After IMO Sweep, AI Starts Solving Real Math Research

The summer of 2025 changed how mathematicians think about AI. In July, several AI models solved five out of six problems at the International Mathematical Olympiad. That got attention. Mathematicians who had written off AI as too error-prone started experimenting, and they found something surprising: these tools could help with real research, not just puzzles with known answers. Terence Tao, the UCLA mathematician, put it plainly: "2025 was the year when AI really started being useful for many different tasks."

AlphaEvolve, built by researchers at Google DeepMind, uses genetic algorithms to evolve Python programs that optimize mathematical solutions. PatternBoost, described in a recent arXiv paper by Charton, Ellenberg, Wagner, and Williamson, alternates between classical search and transformer networks to find mathematical constructions. It produced a counterexample to a conjecture that had sat open for 30 years. Ernest Ryu used ChatGPT to prove a decades-old conjecture in optimization theory. These aren't toy results. Some are on par with what you'd find in professional mathematical journals.

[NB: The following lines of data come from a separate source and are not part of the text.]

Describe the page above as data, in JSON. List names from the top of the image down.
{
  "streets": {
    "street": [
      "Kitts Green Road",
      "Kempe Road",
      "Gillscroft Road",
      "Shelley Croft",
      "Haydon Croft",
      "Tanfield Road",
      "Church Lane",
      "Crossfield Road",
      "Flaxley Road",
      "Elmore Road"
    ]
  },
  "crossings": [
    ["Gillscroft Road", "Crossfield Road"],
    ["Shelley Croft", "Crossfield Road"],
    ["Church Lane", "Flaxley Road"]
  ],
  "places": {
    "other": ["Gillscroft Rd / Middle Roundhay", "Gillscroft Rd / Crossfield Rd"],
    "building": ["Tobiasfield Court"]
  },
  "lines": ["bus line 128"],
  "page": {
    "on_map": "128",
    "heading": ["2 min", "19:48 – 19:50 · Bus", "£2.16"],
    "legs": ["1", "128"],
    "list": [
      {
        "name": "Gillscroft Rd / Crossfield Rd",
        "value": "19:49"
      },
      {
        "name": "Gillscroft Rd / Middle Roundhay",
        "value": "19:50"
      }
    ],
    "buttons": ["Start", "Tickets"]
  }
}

Akshay Venkatesh, a Fields Medalist at the Institute for Advanced Study, worries about what gets lost when mathematicians lean on AI. "There are valuable things in our culture which we should try to keep," he said. AI agents risk bypassing genuine understanding, as the tools accelerate output without the necessary mental development. Researchers are leaving academia for OpenAI, Google, and startups like Harmonic and Axiom Math. Journals are scrambling to update policies. Elsevier and Springer Nature now require authors to disclose AI use. Journals are also facing new challenges with AI-generated citations and fake references. The journal Experimental Mathematics, long a home for computer-aided proofs, faces a new challenge: verifying results from non-deterministic AI models rather than deterministic code. Some are pushing for formal proof assistants like Lean or Coq to verify AI-generated logic before publication.

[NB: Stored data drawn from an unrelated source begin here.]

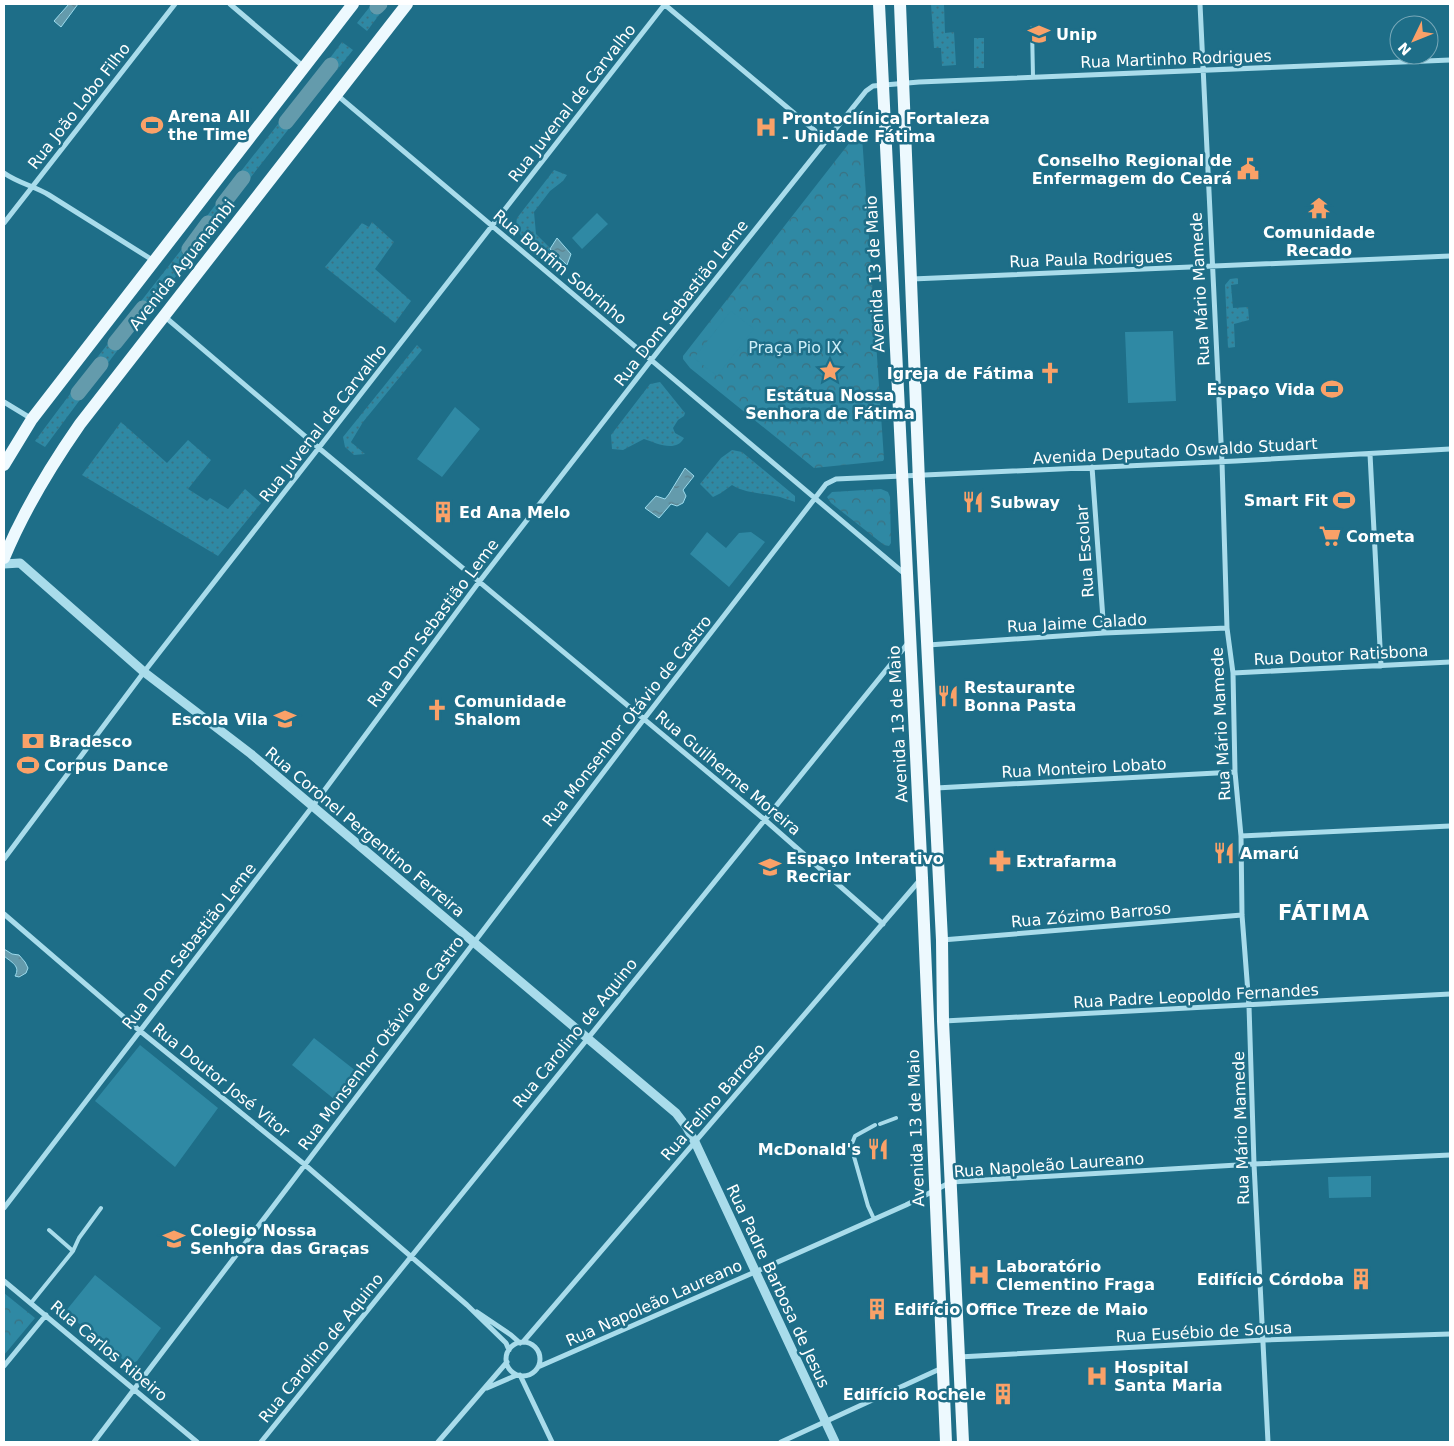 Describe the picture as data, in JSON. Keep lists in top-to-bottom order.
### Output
{
  "streets": {
    "main road": ["Avenida Aguanambi", "Avenida 13 de Maio"],
    "street": [
      "Rua Martinho Rodrigues",
      "Rua Juvenal de Carvalho",
      "Rua João Lobo Filho",
      "Rua Paula Rodrigues",
      "Rua Bonfim Sobrinho",
      "Rua Mário Mamede",
      "Rua Dom Sebastião Leme",
      "Avenida Deputado Oswaldo Studart",
      "Rua Escolar",
      "Rua Jaime Calado",
      "Rua Doutor Ratisbona",
      "Rua Monsenhor Otávio de Castro",
      "Rua Monteiro Lobato",
      "Rua Guilherme Moreira",
      "Rua Coronel Pergentino Ferreira",
      "Rua Zózimo Barroso",
      "Rua Padre Leopoldo Fernandes",
      "Rua Carolino de Aquino",
      "Rua Doutor José Vitor",
      "Rua Felino Barroso",
      "Rua Napoleão Laureano",
      "Rua Padre Barbosa de Jesus",
      "Rua Eusébio de Sousa",
      "Rua Carlos Ribeiro"
    ]
  },
  "crossings": [
    ["Rua Martinho Rodrigues", "Avenida 13 de Maio"],
    ["Rua Martinho Rodrigues", "Rua Mário Mamede"],
    ["Rua Martinho Rodrigues", "Rua Dom Sebastião Leme"],
    ["Rua Juvenal de Carvalho", "Rua Bonfim Sobrinho"],
    ["Rua Juvenal de Carvalho", "Rua Guilherme Moreira"],
    ["Rua Juvenal de Carvalho", "Rua Coronel Pergentino Ferreira"],
    ["Rua Paula Rodrigues", "Avenida 13 de Maio"],
    ["Rua Paula Rodrigues", "Rua Mário Mamede"],
    ["Avenida Aguanambi", "Rua Bonfim Sobrinho"],
    ["Avenida Aguanambi", "Rua Guilherme Moreira"],
    ["Rua Bonfim Sobrinho", "Avenida 13 de Maio"],
    ["Rua Bonfim Sobrinho", "Rua Dom Sebastião Leme"],
    ["Rua Bonfim Sobrinho", "Rua Monsenhor Otávio de Castro"],
    ["Avenida 13 de Maio", "Rua Dom Sebastião Leme"],
    ["Avenida 13 de Maio", "Avenida Deputado Oswaldo Studart"],
    ["Avenida 13 de Maio", "Rua Jaime Calado"],
    ["Avenida 13 de Maio", "Rua Monsenhor Otávio de Castro"],
    ["Avenida 13 de Maio", "Rua Monteiro Lobato"],
    ["Avenida 13 de Maio", "Rua Zózimo Barroso"],
    ["Avenida 13 de Maio", "Rua Padre Leopoldo Fernandes"],
    ["Avenida 13 de Maio", "Rua Carolino de Aquino"],
    ["Avenida 13 de Maio", "Rua Felino Barroso"],
    ["Avenida 13 de Maio", "Rua Napoleão Laureano"],
    ["Avenida 13 de Maio", "Rua Eusébio de Sousa"],
    ["Rua Mário Mamede", "Avenida Deputado Oswaldo Studart"],
    ["Rua Mário Mamede", "Rua Jaime Calado"],
    ["Rua Mário Mamede", "Rua Doutor Ratisbona"],
    ["Rua Mário Mamede", "Rua Monteiro Lobato"],
    ["Rua Mário Mamede", "Rua Zózimo Barroso"],
    ["Rua Mário Mamede", "Rua Padre Leopoldo Fernandes"],
    ["Rua Mário Mamede", "Rua Napoleão Laureano"],
    ["Rua Mário Mamede", "Rua Eusébio de Sousa"],
    ["Rua Dom Sebastião Leme", "Rua Guilherme Moreira"],
    ["Rua Dom Sebastião Leme", "Rua Coronel Pergentino Ferreira"],
    ["Rua Dom Sebastião Leme", "Rua Doutor José Vitor"],
    ["Avenida Deputado Oswaldo Studart", "Rua Escolar"],
    ["Avenida Deputado Oswaldo Studart", "Rua Monsenhor Otávio de Castro"],
    ["Rua Escolar", "Rua Jaime Calado"],
    ["Rua Monsenhor Otávio de Castro", "Rua Guilherme Moreira"],
    ["Rua Monsenhor Otávio de Castro", "Rua Coronel Pergentino Ferreira"],
    ["Rua Monsenhor Otávio de Castro", "Rua Doutor José Vitor"],
    ["Rua Monsenhor Otávio de Castro", "Rua Carlos Ribeiro"],
    ["Rua Guilherme Moreira", "Rua Carolino de Aquino"],
    ["Rua Guilherme Moreira", "Rua Felino Barroso"],
    ["Rua Coronel Pergentino Ferreira", "Rua Carolino de Aquino"],
    ["Rua Coronel Pergentino Ferreira", "Rua Felino Barroso"],
    ["Rua Coronel Pergentino Ferreira", "Rua Padre Barbosa de Jesus"],
    ["Rua Carolino de Aquino", "Rua Doutor José Vitor"],
    ["Rua Doutor José Vitor", "Rua Felino Barroso"],
    ["Rua Doutor José Vitor", "Rua Napoleão Laureano"],
    ["Rua Felino Barroso", "Rua Napoleão Laureano"],
    ["Rua Felino Barroso", "Rua Padre Barbosa de Jesus"],
    ["Rua Napoleão Laureano", "Rua Padre Barbosa de Jesus"]
  ],
  "districts": ["FÁTIMA"],
  "parks": ["Praça Pio IX"],
  "places": {
    "school or university": [
      "Unip",
      "Escola Vila",
      "Espaço Interativo Recriar",
      "Colegio Nossa Senhora das Graças"
    ],
    "sports": [
      "Arena All the Time",
      "Espaço Vida",
      "Smart Fit",
      "Corpus Dance"
    ],
    "hospital": ["Prontoclínica Fortaleza - Unidade Fátima", "Laboratório Clementino Fraga", "Hospital Santa Maria"],
    "public building": ["Conselho Regional de Enfermagem do Ceará"],
    "temple": ["Comunidade Recado"],
    "place": ["Estátua Nossa Senhora de Fátima"],
    "church": ["Igreja de Fátima", "Comunidade Shalom"],
    "restaurant": [
      "Subway",
      "Restaurante Bonna Pasta",
      "Amarú",
      "McDonald's"
    ],
    "building": [
      "Ed Ana Melo",
      "Edifício Córdoba",
      "Edifício Office Treze de Maio",
      "Edifício Rochele"
    ],
    "supermarket": ["Cometa"],
    "bank": ["Bradesco"],
    "pharmacy": ["Extrafarma"]
  },
  "north": "bottom left"
}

Tao compares the current moment to having "a shovel and a pickax" where before you had bare hands. The models let mathematicians solve thousands of problems at once and run statistical studies that were previously impossible. A February 2026 challenge called First Proof had AI models solve over half of 10 research-level questions in a week. The questions were specifically chosen to be unlikely in training data, meaning the models couldn't rely on memorization. Daniel Litt, who analyzed those results, wrote: "It's very likely that this technology is bigger than the computer." Tao sees the tools as augmentation, not replacement. But the practice of mathematics is about to look very different.